═══ Supplied entries ═══

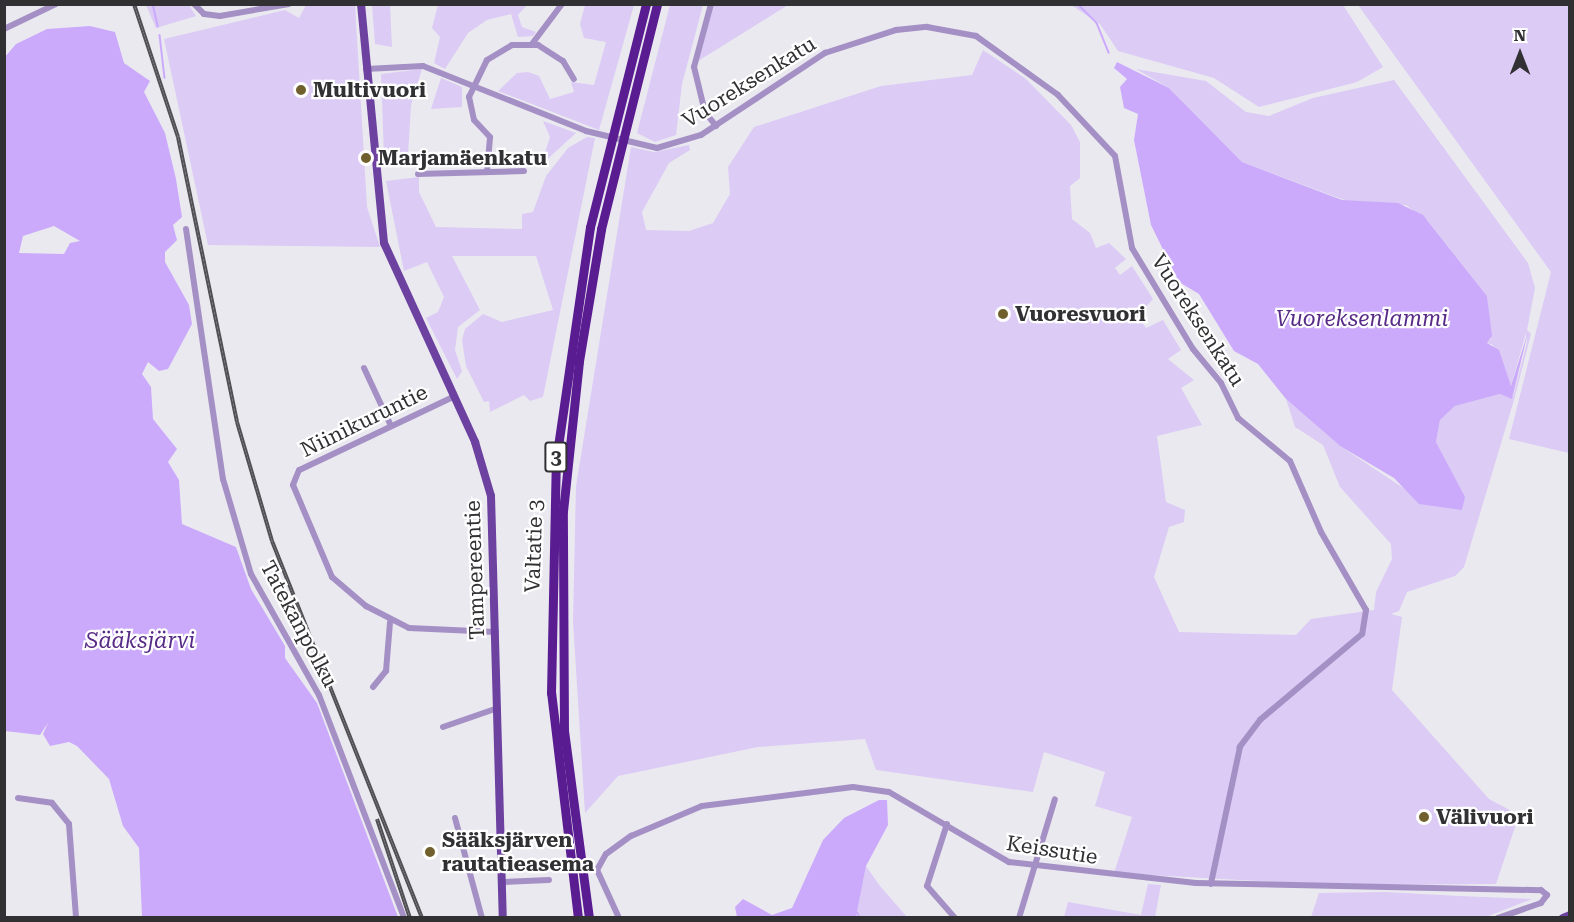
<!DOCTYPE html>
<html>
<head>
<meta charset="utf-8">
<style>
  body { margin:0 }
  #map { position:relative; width:1574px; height:922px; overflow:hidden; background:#ebe9f0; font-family:"Roboto Serif",serif }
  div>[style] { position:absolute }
  .green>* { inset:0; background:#dbcbf5 }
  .water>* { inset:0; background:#cbaafb }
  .stream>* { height:1.5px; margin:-0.75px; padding:0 0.75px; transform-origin:0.75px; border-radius:0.75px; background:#cbaafb }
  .minor>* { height:6px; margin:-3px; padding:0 3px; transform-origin:3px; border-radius:3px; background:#a590c5 }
  .major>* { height:8px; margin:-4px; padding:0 4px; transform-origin:4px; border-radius:4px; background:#6d41a0 }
  .highway>* { height:9px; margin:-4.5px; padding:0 4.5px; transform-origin:4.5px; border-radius:4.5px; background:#5a1c91 }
  .rail>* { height:4px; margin-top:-2px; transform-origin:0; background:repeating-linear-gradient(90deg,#fff 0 4.5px,#515054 0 9px); box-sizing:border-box; border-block:2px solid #515054 }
  .dots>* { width:16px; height:16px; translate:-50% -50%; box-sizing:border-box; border:3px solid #fff; border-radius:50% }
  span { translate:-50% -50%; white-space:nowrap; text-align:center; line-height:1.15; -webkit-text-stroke:4.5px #fff; paint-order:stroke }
  .shield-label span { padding:2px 4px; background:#fff; border:2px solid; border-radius:4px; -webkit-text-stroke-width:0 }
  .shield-label { font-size:20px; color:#313033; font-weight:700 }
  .street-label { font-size:21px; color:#313033 }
  .poi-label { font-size:21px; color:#313033; font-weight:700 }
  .left { translate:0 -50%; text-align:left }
  .water-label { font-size:22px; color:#572b86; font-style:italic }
  .frame { position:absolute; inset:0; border:6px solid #313033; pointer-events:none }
  .north { position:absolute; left:1490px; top:24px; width:60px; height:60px; -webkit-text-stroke:4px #fff; paint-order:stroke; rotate:0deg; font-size:16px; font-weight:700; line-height:24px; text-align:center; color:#313033 }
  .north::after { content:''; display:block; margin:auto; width:21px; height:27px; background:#313033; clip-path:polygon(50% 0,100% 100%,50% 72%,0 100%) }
</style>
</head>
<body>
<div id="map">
  <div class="green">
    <div style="clip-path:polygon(146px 5px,189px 5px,196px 16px,156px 28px)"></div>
    <div style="clip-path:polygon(306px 5px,355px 5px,367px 207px,380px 247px,208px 245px,164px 39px,285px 10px,299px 18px)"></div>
    <div style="clip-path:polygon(372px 5px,390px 5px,392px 47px,375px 44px)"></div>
    <div style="clip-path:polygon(527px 5px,518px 15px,522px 27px,536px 32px,533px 36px,518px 37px,511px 14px,487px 20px,468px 33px,445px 69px,434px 63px,440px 37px,432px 28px,438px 5px)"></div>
    <div style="clip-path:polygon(585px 5px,634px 5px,599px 130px,498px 91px,517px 73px,528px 72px,539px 76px,550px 99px,574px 92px,571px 82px,594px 85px,606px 42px,584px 38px,580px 24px)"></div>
    <div style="clip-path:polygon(670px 5px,703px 5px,682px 84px,676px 135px,655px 142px,637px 133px)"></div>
    <div style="clip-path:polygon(713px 5px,788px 5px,698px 61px)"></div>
    <div style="clip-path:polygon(1071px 5px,1343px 5px,1383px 67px,1357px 82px,1259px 107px,1214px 78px,1118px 51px,1100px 24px)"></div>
    <div style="clip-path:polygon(1358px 5px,1569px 5px,1569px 453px,1509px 439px,1551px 272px)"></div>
    <div style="clip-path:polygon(983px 50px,1026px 79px,1071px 125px,1080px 142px,1080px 178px,1070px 186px,1072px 219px,1090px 233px,1096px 248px,1109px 243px,1126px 259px,1115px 268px,1120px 275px,1132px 266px,1153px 299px,1138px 316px,1146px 328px,1163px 320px,1181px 350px,1168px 359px,1194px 380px,1181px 388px,1202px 425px,1157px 436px,1166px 502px,1185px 510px,1184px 522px,1169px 527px,1154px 577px,1179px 632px,1296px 635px,1311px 619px,1374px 610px,1376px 592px,1392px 559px,1391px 544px,1340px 487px,1323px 445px,1295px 427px,1286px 399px,1340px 446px,1414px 495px,1463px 509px,1463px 495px,1436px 442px,1440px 420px,1455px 406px,1500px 394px,1513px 397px,1527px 342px,1526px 333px,1511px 386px,1493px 345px,1487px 343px,1491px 338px,1487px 296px,1428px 221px,1406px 205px,1355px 204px,1242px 162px,1169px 88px,1136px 69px,1206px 81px,1246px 112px,1269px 116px,1313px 98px,1394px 80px,1528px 263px,1535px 288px,1527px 330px,1531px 334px,1514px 400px,1464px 567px,1455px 576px,1407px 592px,1399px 611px,1391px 614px,1402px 617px,1392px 690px,1489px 799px,1519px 815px,1496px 884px,1328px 885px,1114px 873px,1132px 817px,1095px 806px,1105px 772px,1044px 752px,1033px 792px,876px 770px,865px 739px,758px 747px,618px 776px,585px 813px,573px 622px,576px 486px,631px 147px,654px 152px,689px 145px,690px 150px,669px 163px,642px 212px,646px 230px,689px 231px,713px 223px,730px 194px,728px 167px,754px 127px,881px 86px,972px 75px)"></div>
    <div style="clip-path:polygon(422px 69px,411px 105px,408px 155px,384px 156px,381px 74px)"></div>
    <div style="clip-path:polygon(441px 78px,462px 87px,462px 107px,431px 109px)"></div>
    <div style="clip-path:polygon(543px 121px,576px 133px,541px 165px,550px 137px)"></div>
    <div style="clip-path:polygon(587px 137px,595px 138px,543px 397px,530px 401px,524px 395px,490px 412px,489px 401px,484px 402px,466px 366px,462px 340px,465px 329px,483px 314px,502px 322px,553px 310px,536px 256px,452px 256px,480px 310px,458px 327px,455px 350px,462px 371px,457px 379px,426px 318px,438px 312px,444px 297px,427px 262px,404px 271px,386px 181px,419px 177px,419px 192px,436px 227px,522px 229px,522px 214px,533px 212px,546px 176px,568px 148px)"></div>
    <div style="clip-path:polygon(866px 866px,880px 886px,907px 917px,854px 918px)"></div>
    <div style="clip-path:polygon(1148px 884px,1161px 885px,1155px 917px,1064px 917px,1068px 902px,1141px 915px)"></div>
    <div style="clip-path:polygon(1386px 892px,1459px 896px,1532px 899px,1486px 917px,1311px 917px,1319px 893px)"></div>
  </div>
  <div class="water">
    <div style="clip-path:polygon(evenodd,90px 26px,115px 32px,124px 63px,150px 81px,144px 92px,165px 133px,176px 179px,182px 217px,173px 225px,177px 240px,165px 252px,165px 262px,189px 305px,192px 324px,168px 369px,159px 371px,148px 362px,142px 374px,151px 387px,153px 419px,177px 449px,168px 462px,179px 480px,182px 524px,236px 547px,251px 589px,285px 646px,285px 658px,317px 703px,398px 917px,142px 917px,139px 848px,123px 826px,109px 779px,77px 746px,69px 742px,50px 746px,43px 734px,48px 723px,40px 735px,5px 731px,4px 58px,16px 44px,47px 29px,90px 26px,54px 226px,80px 241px,70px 243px,64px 254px,19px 253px,23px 236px,54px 226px)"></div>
    <div style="clip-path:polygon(1117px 62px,1169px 88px,1242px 162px,1342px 200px,1398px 203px,1423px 215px,1487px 296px,1492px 336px,1487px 343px,1499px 350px,1511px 386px,1528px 332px,1512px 399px,1500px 394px,1455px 406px,1440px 420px,1436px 442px,1465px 497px,1462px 510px,1419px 504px,1394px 478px,1340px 446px,1286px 399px,1258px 364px,1234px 351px,1199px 294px,1179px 282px,1151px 225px,1134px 140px,1138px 114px,1124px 108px,1120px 87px,1127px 79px,1114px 68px)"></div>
    <div style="clip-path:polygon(879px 800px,887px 800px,888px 825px,866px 866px,856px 916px,737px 917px,735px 907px,743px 899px,772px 915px,792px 908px,823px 840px,844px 818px)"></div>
  </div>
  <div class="stream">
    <div style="left:153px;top:4px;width:23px;rotate:77deg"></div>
    <div style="left:1078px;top:4px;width:27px;rotate:45deg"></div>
    <div style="left:1097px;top:23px;width:32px;rotate:68deg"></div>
    <div style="left:160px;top:35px;width:43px;rotate:83.4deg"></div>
    <div style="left:857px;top:912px;width:7px;rotate:63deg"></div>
  </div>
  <div class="minor">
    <div style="left:194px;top:4px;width:14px;rotate:45deg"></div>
    <div style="left:204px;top:14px;width:16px;rotate:7deg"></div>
    <div style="left:220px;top:16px;width:70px;rotate:-9.9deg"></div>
    <div style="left:711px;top:4px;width:65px;rotate:105.1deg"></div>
    <div style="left:694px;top:67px;width:46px;rotate:76.3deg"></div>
    <div style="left:705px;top:112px;width:18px;rotate:52deg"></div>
    <div style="left:4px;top:29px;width:58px;rotate:-25.7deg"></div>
    <div style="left:532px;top:44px;width:50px;rotate:-53.1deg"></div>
    <div style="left:366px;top:69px;width:57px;rotate:-3deg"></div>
    <div style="left:423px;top:66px;width:175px;rotate:21.7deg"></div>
    <div style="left:586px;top:131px;width:73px;rotate:13.5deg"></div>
    <div style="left:657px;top:148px;width:46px;rotate:-16.5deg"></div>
    <div style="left:701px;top:135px;width:149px;rotate:-33.5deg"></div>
    <div style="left:825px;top:53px;width:75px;rotate:-17.9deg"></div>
    <div style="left:896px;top:30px;width:31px;rotate:-6deg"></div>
    <div style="left:927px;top:27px;width:50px;rotate:10.4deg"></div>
    <div style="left:976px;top:36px;width:101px;rotate:35.7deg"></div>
    <div style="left:1058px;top:95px;width:83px;rotate:46.9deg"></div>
    <div style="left:1115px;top:156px;width:94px;rotate:79.5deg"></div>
    <div style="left:1132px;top:248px;width:118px;rotate:58.9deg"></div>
    <div style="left:1193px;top:349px;width:44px;rotate:50.5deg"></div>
    <div style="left:1221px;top:383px;width:39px;rotate:64deg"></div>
    <div style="left:1238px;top:418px;width:67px;rotate:39.6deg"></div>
    <div style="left:1290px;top:461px;width:77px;rotate:66.4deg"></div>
    <div style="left:1321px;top:532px;width:90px;rotate:60deg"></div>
    <div style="left:1366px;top:610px;width:24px;rotate:99deg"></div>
    <div style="left:1362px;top:634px;width:133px;rotate:139.9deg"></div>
    <div style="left:1260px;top:720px;width:34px;rotate:127deg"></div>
    <div style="left:1240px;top:747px;width:140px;rotate:102deg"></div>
    <div style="left:487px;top:172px;width:35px;rotate:-85deg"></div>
    <div style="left:490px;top:137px;width:23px;rotate:-133deg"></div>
    <div style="left:474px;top:120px;width:24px;rotate:-102deg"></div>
    <div style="left:469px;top:97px;width:41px;rotate:-64.1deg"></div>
    <div style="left:487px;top:60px;width:29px;rotate:-31deg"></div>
    <div style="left:512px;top:45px;width:26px"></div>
    <div style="left:538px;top:45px;width:30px;rotate:33deg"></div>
    <div style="left:563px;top:61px;width:21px;rotate:59deg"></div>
    <div style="left:418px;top:174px;width:106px;rotate:-1.6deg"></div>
    <div style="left:186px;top:229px;width:253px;rotate:81.6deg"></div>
    <div style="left:223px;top:479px;width:99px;rotate:73.6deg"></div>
    <div style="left:251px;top:574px;width:139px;rotate:60.7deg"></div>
    <div style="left:319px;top:695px;width:239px;rotate:69.1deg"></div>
    <div style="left:364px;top:368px;width:64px;rotate:65deg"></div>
    <div style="left:453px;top:397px;width:170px;rotate:154.6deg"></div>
    <div style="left:299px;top:470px;width:16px;rotate:112deg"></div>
    <div style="left:293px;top:485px;width:100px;rotate:67deg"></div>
    <div style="left:332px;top:577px;width:45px;rotate:40.5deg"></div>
    <div style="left:366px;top:606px;width:48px;rotate:27.1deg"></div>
    <div style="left:409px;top:628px;width:87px;rotate:2.6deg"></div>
    <div style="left:373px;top:687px;width:21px;rotate:-51deg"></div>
    <div style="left:386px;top:671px;width:49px;rotate:-85.3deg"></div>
    <div style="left:443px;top:727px;width:58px;rotate:-19.1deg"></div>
    <div style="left:18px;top:798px;width:34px;rotate:8deg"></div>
    <div style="left:52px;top:803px;width:27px;rotate:51deg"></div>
    <div style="left:69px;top:824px;width:94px;rotate:85.7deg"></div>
    <div style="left:455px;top:818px;width:104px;rotate:74.9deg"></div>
    <div style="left:947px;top:824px;width:65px;rotate:107.9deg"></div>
    <div style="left:927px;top:886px;width:43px;rotate:48.8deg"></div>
    <div style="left:503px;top:882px;width:46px;rotate:-2.5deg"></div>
    <div style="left:619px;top:918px;width:53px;rotate:-114.6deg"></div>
    <div style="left:597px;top:870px;width:18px;rotate:-61deg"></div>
    <div style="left:606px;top:854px;width:31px;rotate:-36deg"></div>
    <div style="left:631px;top:836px;width:77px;rotate:-22.9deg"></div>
    <div style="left:702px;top:806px;width:152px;rotate:-7.2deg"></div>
    <div style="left:853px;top:787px;width:36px;rotate:8deg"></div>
    <div style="left:889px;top:792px;width:139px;rotate:30.3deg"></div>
    <div style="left:1009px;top:862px;width:188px;rotate:6.4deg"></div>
    <div style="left:1196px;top:883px;width:345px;rotate:1.2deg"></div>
    <div style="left:1541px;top:890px;width:8px;rotate:40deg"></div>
    <div style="left:1547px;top:895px;width:10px;rotate:127deg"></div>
    <div style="left:1541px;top:903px;width:46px;rotate:160.8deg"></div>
    <div style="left:1019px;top:918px;width:124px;rotate:-73.2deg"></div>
  </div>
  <div class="major">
    <div style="left:361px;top:4px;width:240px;rotate:84.5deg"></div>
    <div style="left:384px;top:243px;width:219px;rotate:65.4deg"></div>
    <div style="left:475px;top:442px;width:56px;rotate:73.5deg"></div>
    <div style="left:491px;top:496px;width:422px;rotate:88.4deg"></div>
    <div style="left:1563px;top:918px;width:8px;rotate:-23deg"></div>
  </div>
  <div class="highway">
    <div style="left:578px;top:918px;width:227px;rotate:-96.8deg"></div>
    <div style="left:551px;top:693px;width:233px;rotate:-88.8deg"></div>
    <div style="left:556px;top:460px;width:235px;rotate:-81.7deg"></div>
    <div style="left:590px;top:227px;width:230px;rotate:-75.9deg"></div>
    <div style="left:589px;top:918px;width:189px;rotate:-97.6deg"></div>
    <div style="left:564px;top:731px;width:220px;rotate:-90.3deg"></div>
    <div style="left:563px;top:511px;width:151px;rotate:-83.9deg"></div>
    <div style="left:579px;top:361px;width:134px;rotate:-80.5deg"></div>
    <div style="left:601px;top:229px;width:232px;rotate:-76deg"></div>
  </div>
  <div class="rail">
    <div style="left:134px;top:4px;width:140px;rotate:71.7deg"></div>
    <div style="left:178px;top:137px;width:291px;rotate:78.3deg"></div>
    <div style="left:237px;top:422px;width:124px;rotate:73.6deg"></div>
    <div style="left:272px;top:541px;width:406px;rotate:68.3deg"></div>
    <div style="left:377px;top:819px;width:104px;rotate:71.6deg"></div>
  </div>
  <div class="dots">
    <div style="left:301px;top:90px;background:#6f602d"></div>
    <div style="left:366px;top:158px;background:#6f602d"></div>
    <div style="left:1003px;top:314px;background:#6f602d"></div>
    <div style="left:1424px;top:817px;background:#6f602d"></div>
    <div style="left:430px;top:852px;background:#6f602d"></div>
  </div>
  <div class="shield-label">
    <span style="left:556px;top:457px">3</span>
  </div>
  <div class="street-label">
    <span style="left:749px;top:82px;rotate:-32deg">Vuoreksenkatu</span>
    <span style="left:1198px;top:320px;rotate:57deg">Vuoreksenkatu</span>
    <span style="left:364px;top:421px;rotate:-26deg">Niinikuruntie</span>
    <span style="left:534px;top:546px;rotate:-88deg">Valtatie 3</span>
    <span style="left:475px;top:570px;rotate:-92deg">Tampereentie</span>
    <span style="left:299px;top:624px;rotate:62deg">Tatekanpolku</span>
    <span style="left:1052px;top:850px;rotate:9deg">Keissutie</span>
  </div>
  <div class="poi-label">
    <span class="left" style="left:313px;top:90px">Multivuori</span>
    <span class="left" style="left:378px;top:158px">Marjamäenkatu</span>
    <span class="left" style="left:1015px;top:314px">Vuoresvuori</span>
    <span class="left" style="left:1436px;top:817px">Välivuori</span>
    <span class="left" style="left:442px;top:852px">Sääksjärven<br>rautatieasema</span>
  </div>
  <div class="water-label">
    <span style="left:1362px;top:319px">Vuoreksenlammi</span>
    <span style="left:140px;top:641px">Sääksjärvi</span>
  </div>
  <div class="frame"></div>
  <div class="north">N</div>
</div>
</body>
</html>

═══

→ Description of the task
Across the entries above, tally the lines that contain the string "cbaafb" and give that figure alone.

→ Result below
2